June 15th, 2015 Posted in education, US Politics by
As of next year, parents in Nevada can have 90 percent (100 percent for children with special needs and children from low-income families) of the funds that would have been spent on their child in their public school deposited into a restricted-use spending account. That amounts to between $5,100 and $5,700 annually, according to the Friedman Foundation for Educational Choice. Those funds are deposited quarterly onto a debit card, which parents can use to pay for a variety of education-related services and products — things such as private-school tuition, online learning, special-education services and therapies, books, tutors, and dual-enrollment college courses.
Notably, families can roll over unused funds from year to year, a feature that makes this approach particularly attractive. It is the only choice model to date that puts downward pressure on prices. Parents consider not only the quality of education service they receive, but the cost, since they can save unused funds for future education expenses.
I’ve been wanting to see how a full school choice model will work and now we finally get a chance. It’s a profoundly egalitarian model that gives access to all whilst still allowing the markets to function freely and obliterating the flailing government monopoly on education. Despite record investment in education, the USA’s public school system remains an inconsistent, mediocre, zipcode lottery.

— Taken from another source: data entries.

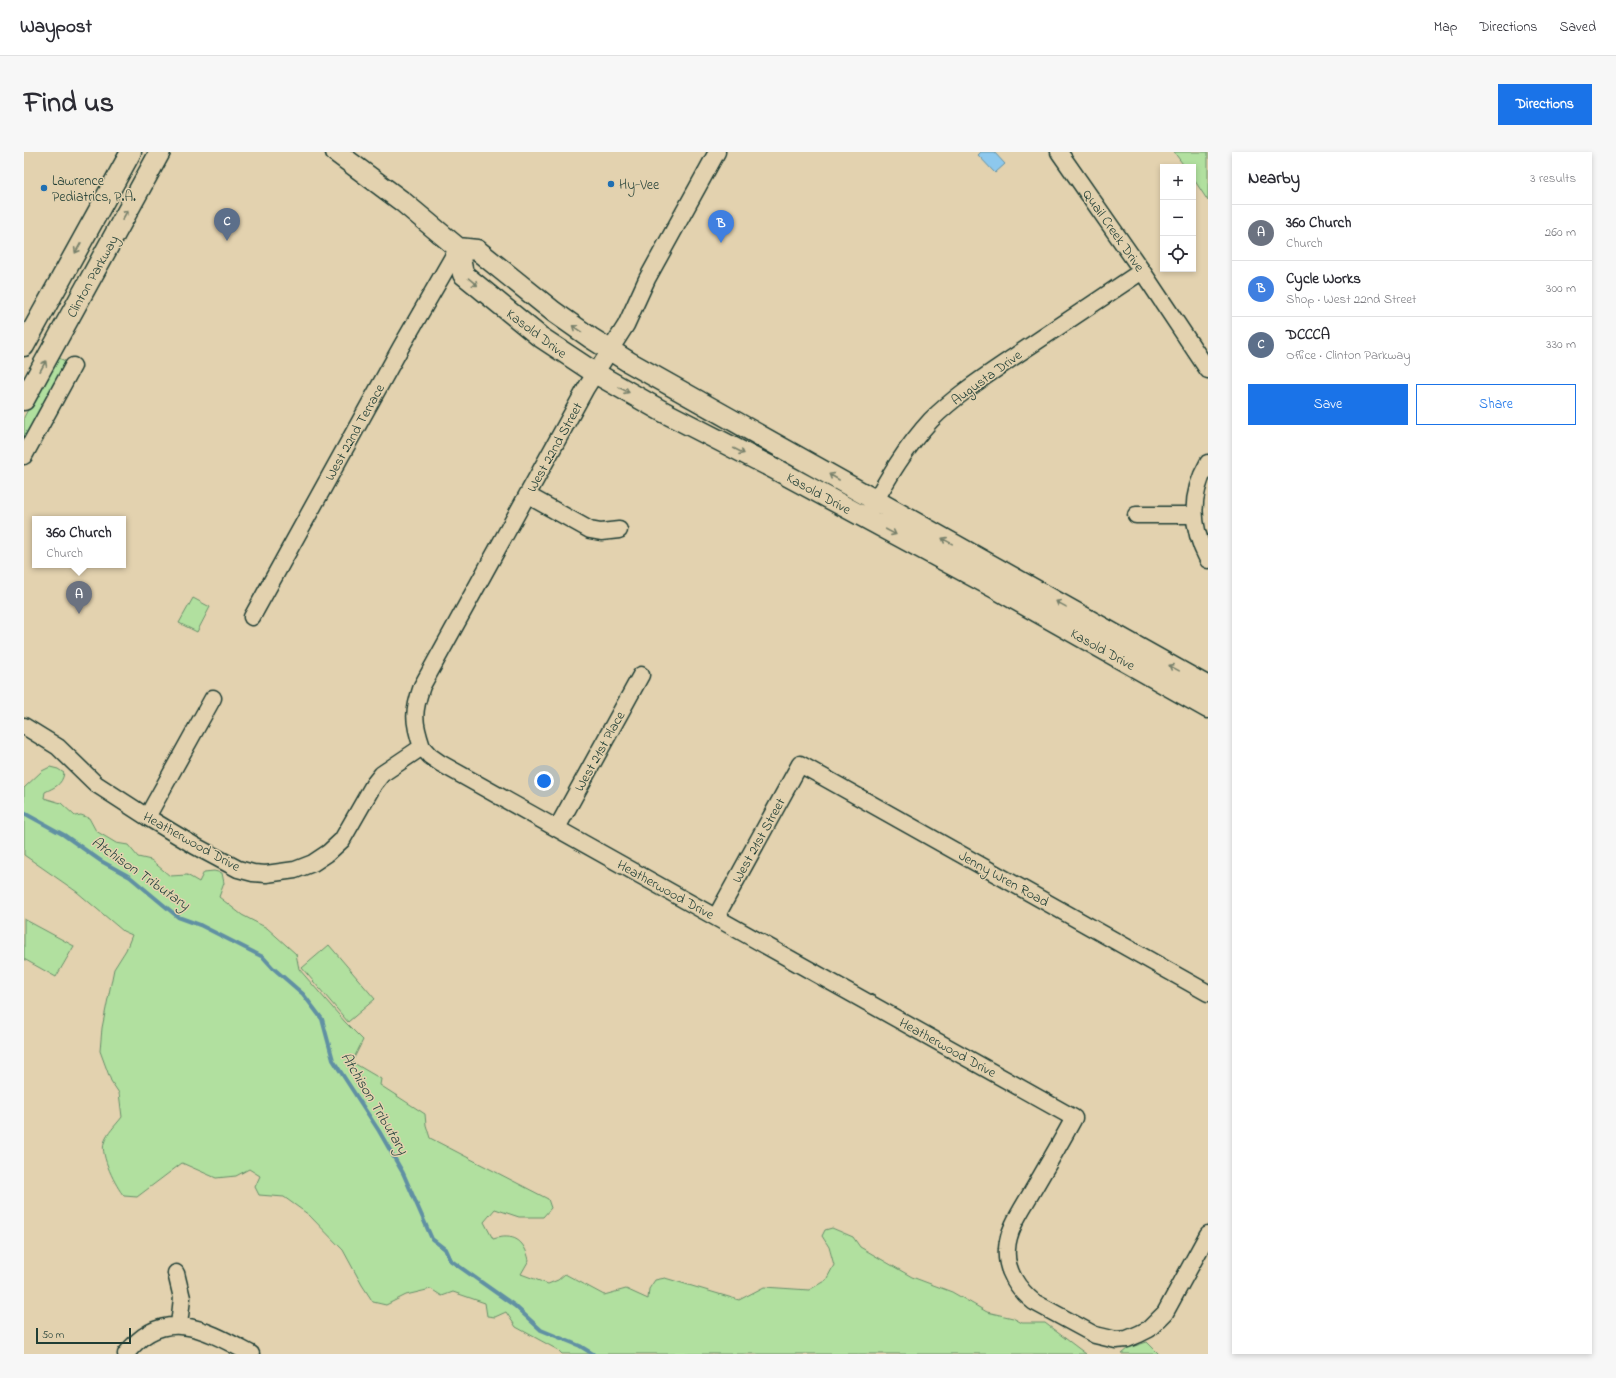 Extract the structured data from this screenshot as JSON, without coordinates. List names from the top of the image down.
{
  "streets": {
    "main road": ["Clinton Parkway", "Kasold Drive"],
    "street": [
      "Quail Creek Drive",
      "Augusta Drive",
      "West 22nd Terrace",
      "West 22nd Street",
      "West 21st Place",
      "West 21st Street",
      "Heatherwood Drive",
      "Jenny Wren Road"
    ]
  },
  "crossings": [
    ["Quail Creek Drive", "Augusta Drive"],
    ["Kasold Drive", "Augusta Drive"],
    ["Kasold Drive", "West 22nd Terrace"],
    ["Kasold Drive", "West 22nd Street"],
    ["West 22nd Street", "Heatherwood Drive"],
    ["West 21st Place", "Heatherwood Drive"],
    ["West 21st Street", "Heatherwood Drive"],
    ["West 21st Street", "Jenny Wren Road"]
  ],
  "water": ["Atchison Tributary"],
  "places": ["Hy-Vee", "Lawrence Pediatrics, P.A."],
  "scale_bar": "50 m",
  "page": {
    "header": "Waypost",
    "nav": ["Map", "Directions", "Saved"],
    "title": "Find us",
    "buttons": [
      "Directions",
      ["Save", "Share"]
    ],
    "heading": ["Nearby", "3 results"],
    "map_buttons": ["+", "−"],
    "list": [
      {
        "mark": "A",
        "name": "360 Church",
        "note": "Church",
        "value": "260 m"
      },
      {
        "mark": "B",
        "name": "Cycle Works",
        "note": "Shop · West 22nd Street",
        "value": "300 m"
      },
      {
        "mark": "C",
        "name": "DCCCA",
        "note": "Office · Clinton Parkway",
        "value": "330 m"
      }
    ],
    "pins": ["C", "B", "A"],
    "popup": ["360 Church", "Church"],
    "scale": "50 m"
  }
} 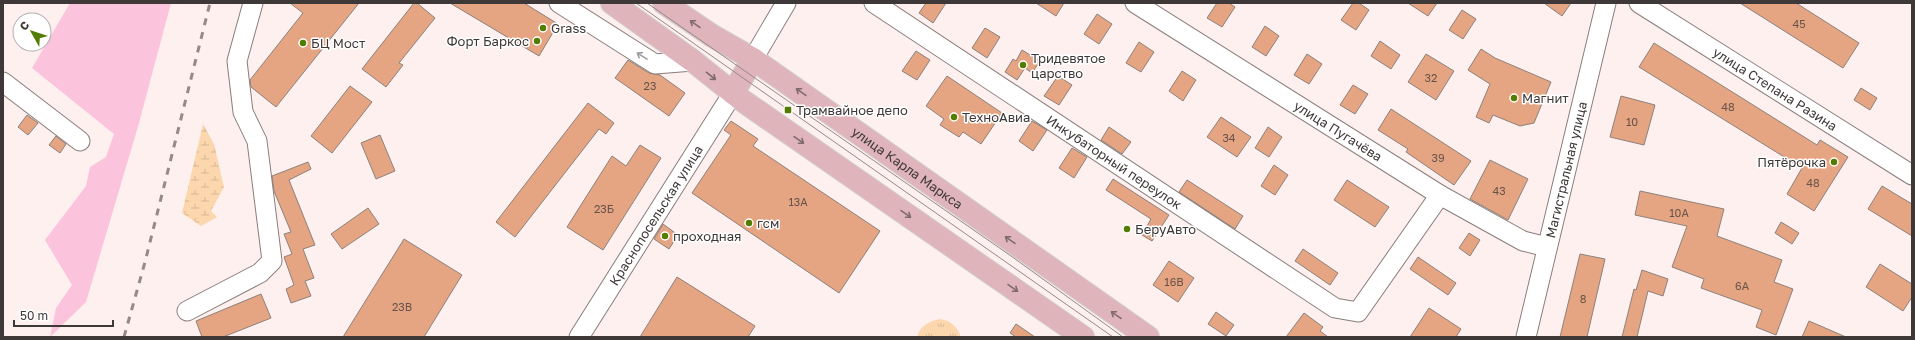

School choice interests me because it’s one of the policy areas that should be loved by Libertarians and Social Liberals alike. To me, it’s a policy that schould distinguish the Social Liberals from the Social Democrats. The way it will be enacted in Nevada, it makes the State’s poorest completely equal with the majority of the Middle Classes. The more affluent Middle Classes will still be able to top up these funds, of course, but this is a hitherto unknown level of education equality. Local government ensuring equality of access to services whilst fully exploiting the benefits, decentralisation and pluralism of the markets. This should be the dream of a Social Liberal. Sadly, SLF’s declared hatred of monopolies never seems to extend to failing government monopolies…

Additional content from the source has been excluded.